Former Rice president David Leebron was in attendance and opened the vigil by sharing his thoughts on the broader response to the Israel-Hamas war. Fighting broke out Oct. 7, when militants from Hamas — the U.S.-designated terrorist group ruling the Gaza Strip — breached Israel’s border walls, attacking nearby towns and taking dozens of civilians hostage. In response, Israel declared a “state of war” and launched military operations. Since Oct. 7, more than 2,600 people have been killed in Gaza and more than 1,300 in Israel, according to the United Nations, the Gaza Health Ministry and the Israel Foreign Ministry.

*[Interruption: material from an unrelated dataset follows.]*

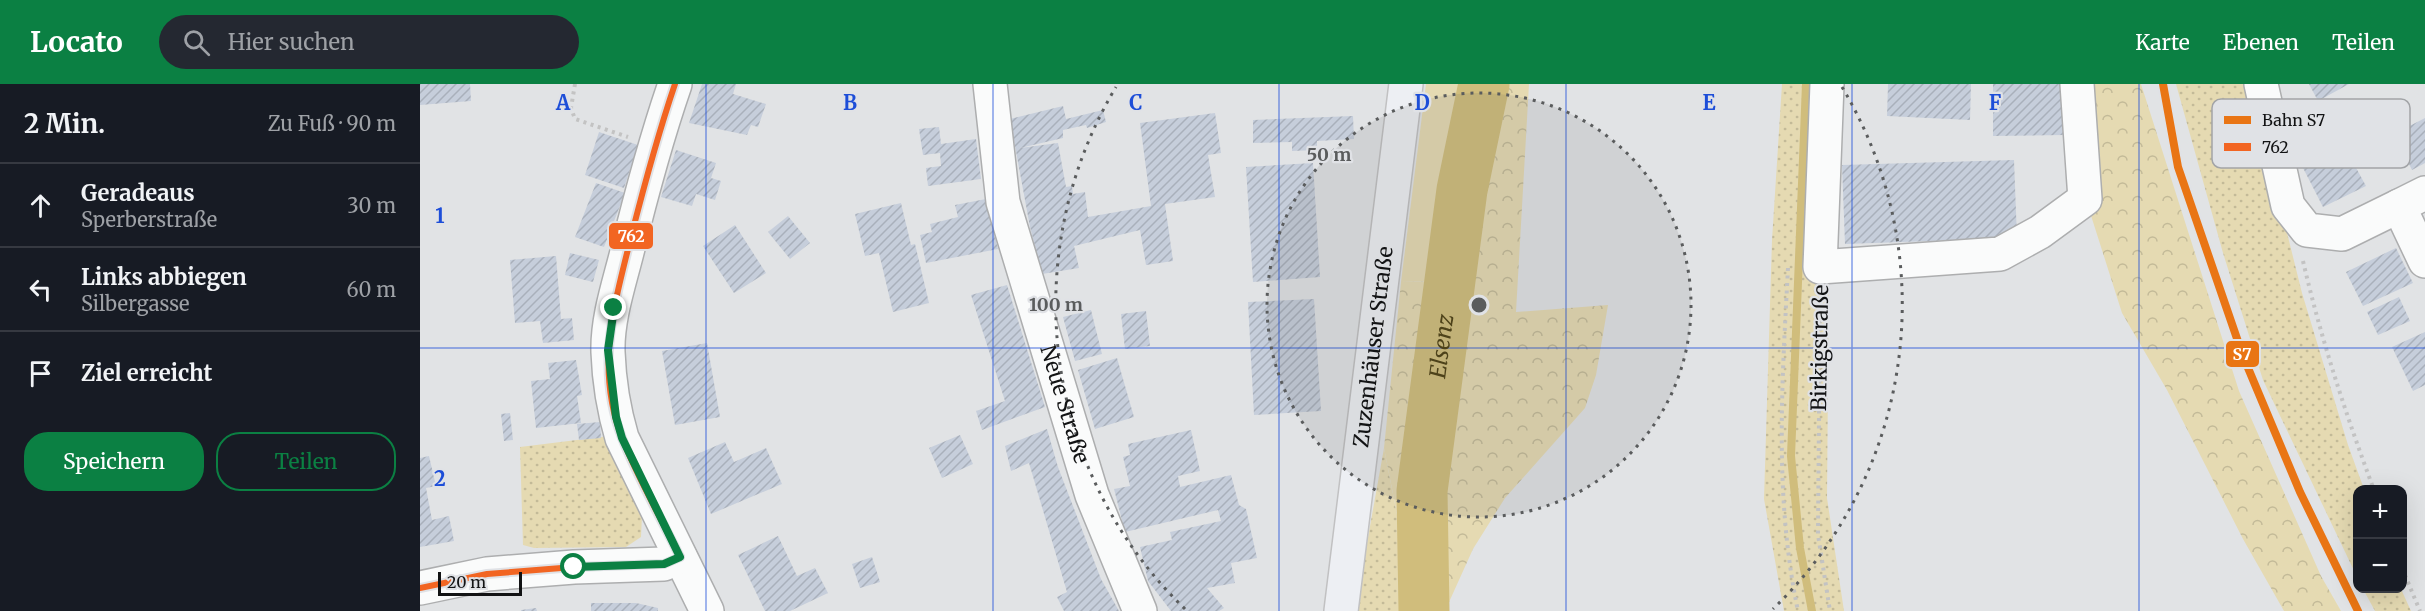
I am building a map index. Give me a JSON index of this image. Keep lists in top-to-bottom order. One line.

“Recent evil deserves no excuse and earns no context,” Leebron said. “This is not to deny that there's a broader set of issues to be addressed … that demand our attention and compel our desire to help better the lives of both Israelis and Palestinians. There will be a time … this time, and in this place, you must acknowledge pain and fear.”
After Leebron’s remarks, students with various connections to Israel took turns offering their thoughts. Tom Shamrakov, an international student from Israel, finished his service in the Israel Defense Forces the summer before he entered Rice. Shamrakov, a McMurtry College freshman, read aloud “On the Slaughter,” a Hebrew poem by Israeli poet Hayim Nahman Bialik, written in 1904 but still relevant today, he said.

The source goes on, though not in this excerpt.